— What to do —
Treat the line containing "Localize the street" as the first line of the answer and the last line of the data as its final line, reproducing every line between exactly.

— Saved data entries —

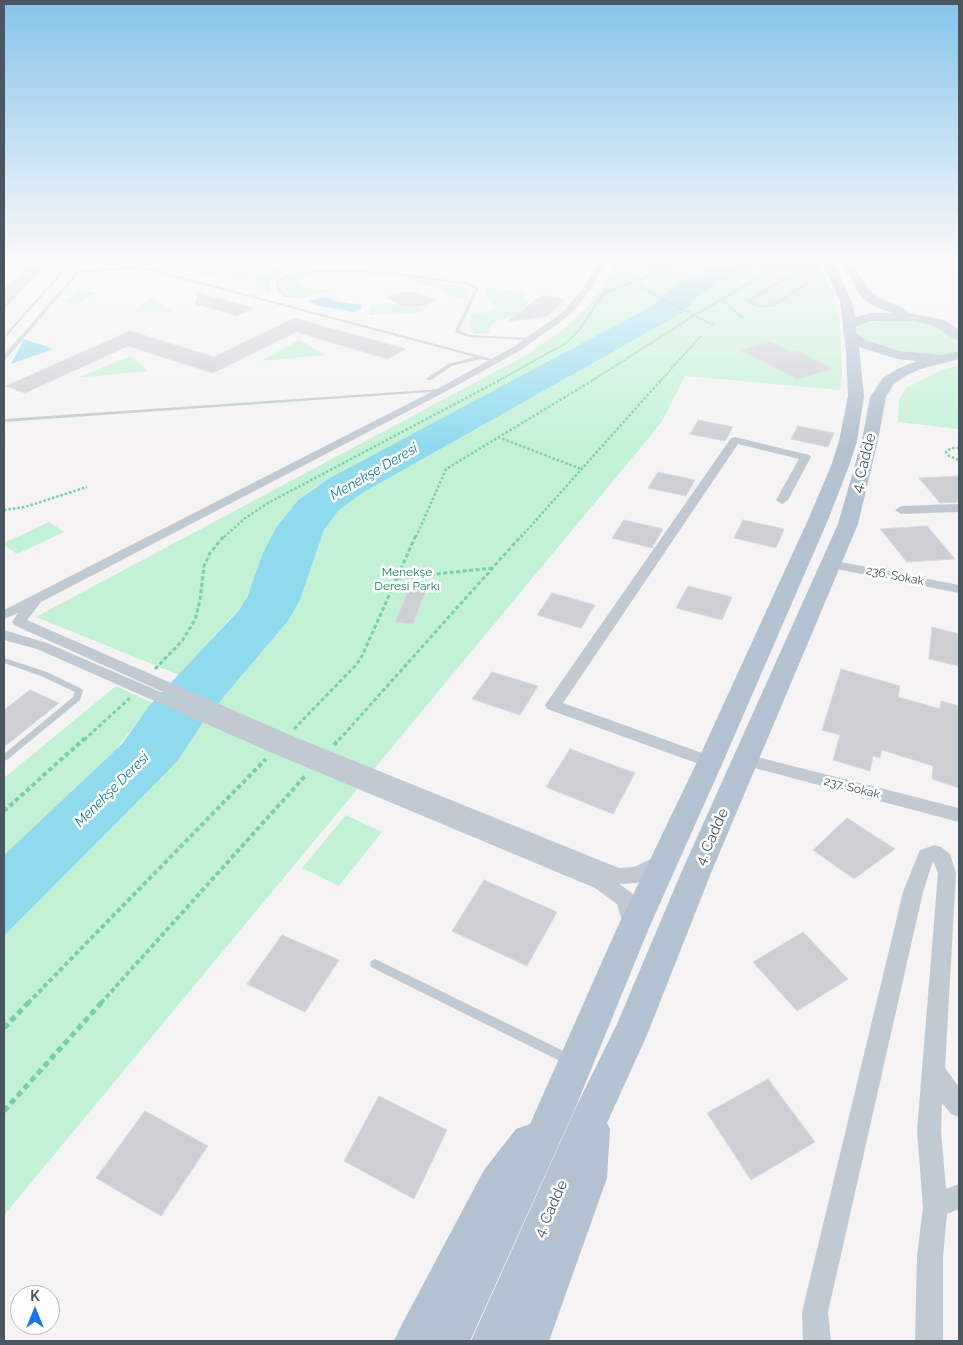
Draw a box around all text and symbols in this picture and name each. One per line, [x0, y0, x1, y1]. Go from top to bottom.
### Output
street label: 4. Cadde [848, 431, 880, 495]
water label: Menekşe Deresi [327, 440, 421, 504]
street label: 236. Sokak [865, 563, 925, 589]
park label: Menekşe Deresi Parkı [374, 565, 440, 593]
water label: Menekşe Deresi [71, 749, 153, 831]
street label: 237. Sokak [822, 774, 882, 802]
street label: 4. Cadde [691, 806, 733, 868]
street label: 4. Cadde [530, 1178, 572, 1240]
north arrow [10, 1285, 60, 1335]
text: K [30, 1288, 40, 1304]

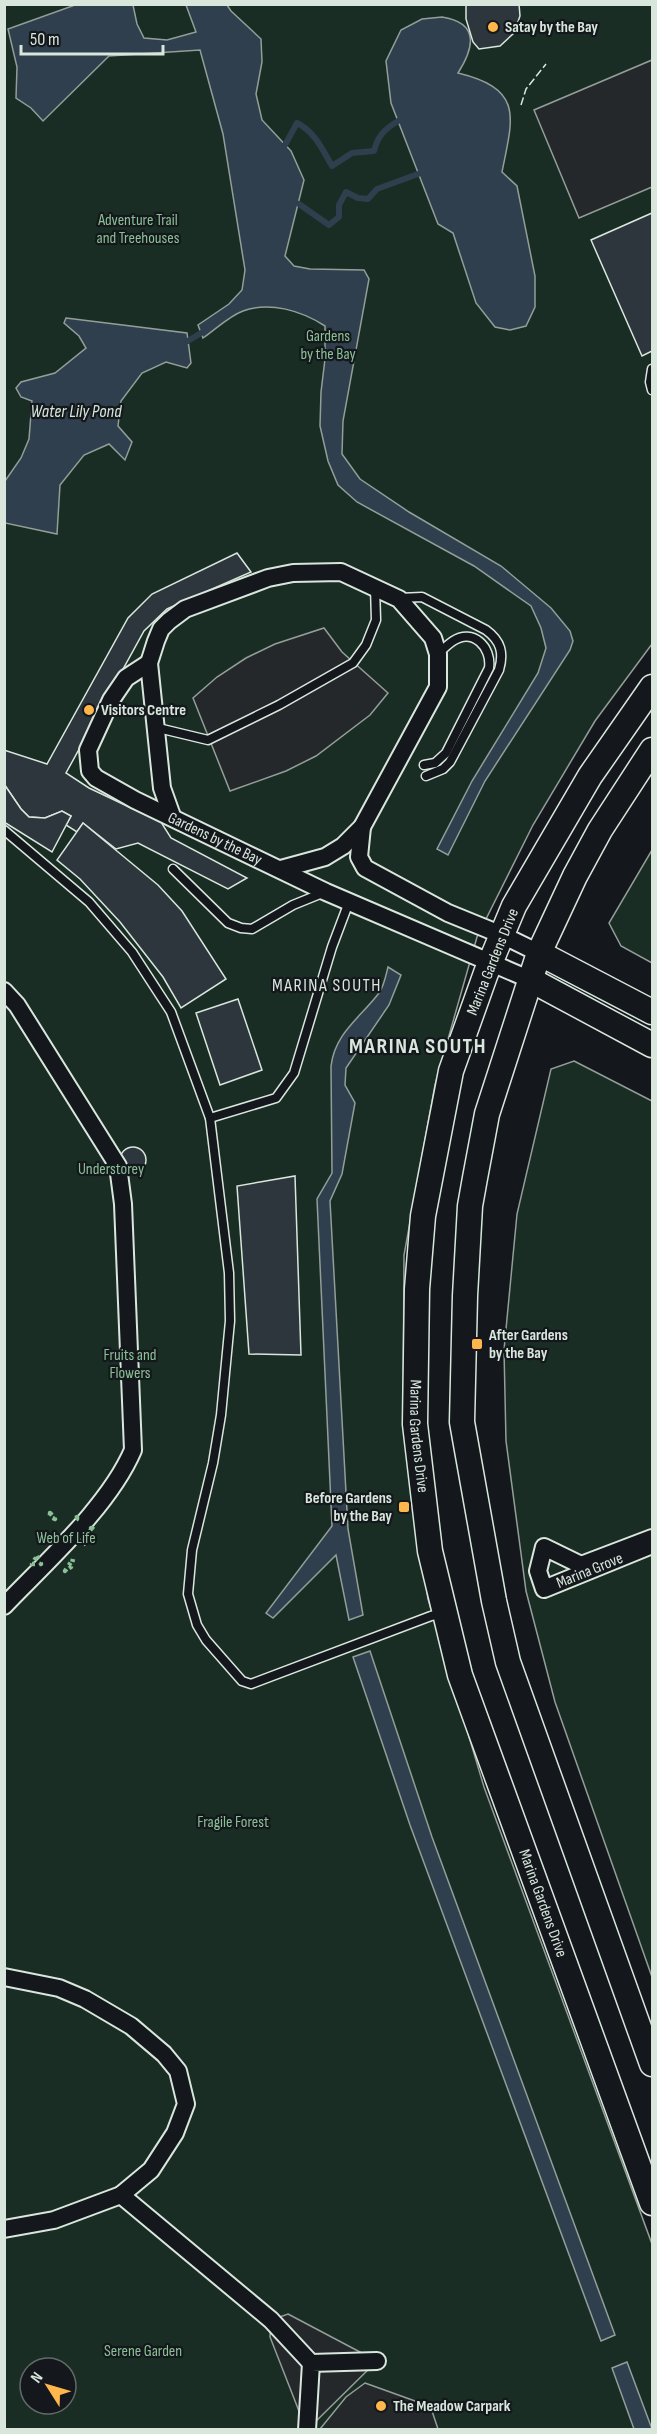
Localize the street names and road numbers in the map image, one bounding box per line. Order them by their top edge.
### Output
street label: Gardens by the Bay [165,808,265,869]
street label: Marina Gardens Drive [463,906,523,1018]
street label: Marina Gardens Drive [405,1379,433,1494]
street label: Marina Grove [553,1548,626,1592]
street label: Marina Gardens Drive [515,1847,571,1960]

— Task output —
Localize the street names and road numbers in the map image, one bounding box per line. Order them by their top edge.
### Output
street label: Gardens by the Bay [165,808,265,869]
street label: Marina Gardens Drive [463,906,523,1018]
street label: Marina Gardens Drive [405,1379,433,1494]
street label: Marina Grove [553,1548,626,1592]
street label: Marina Gardens Drive [515,1847,571,1960]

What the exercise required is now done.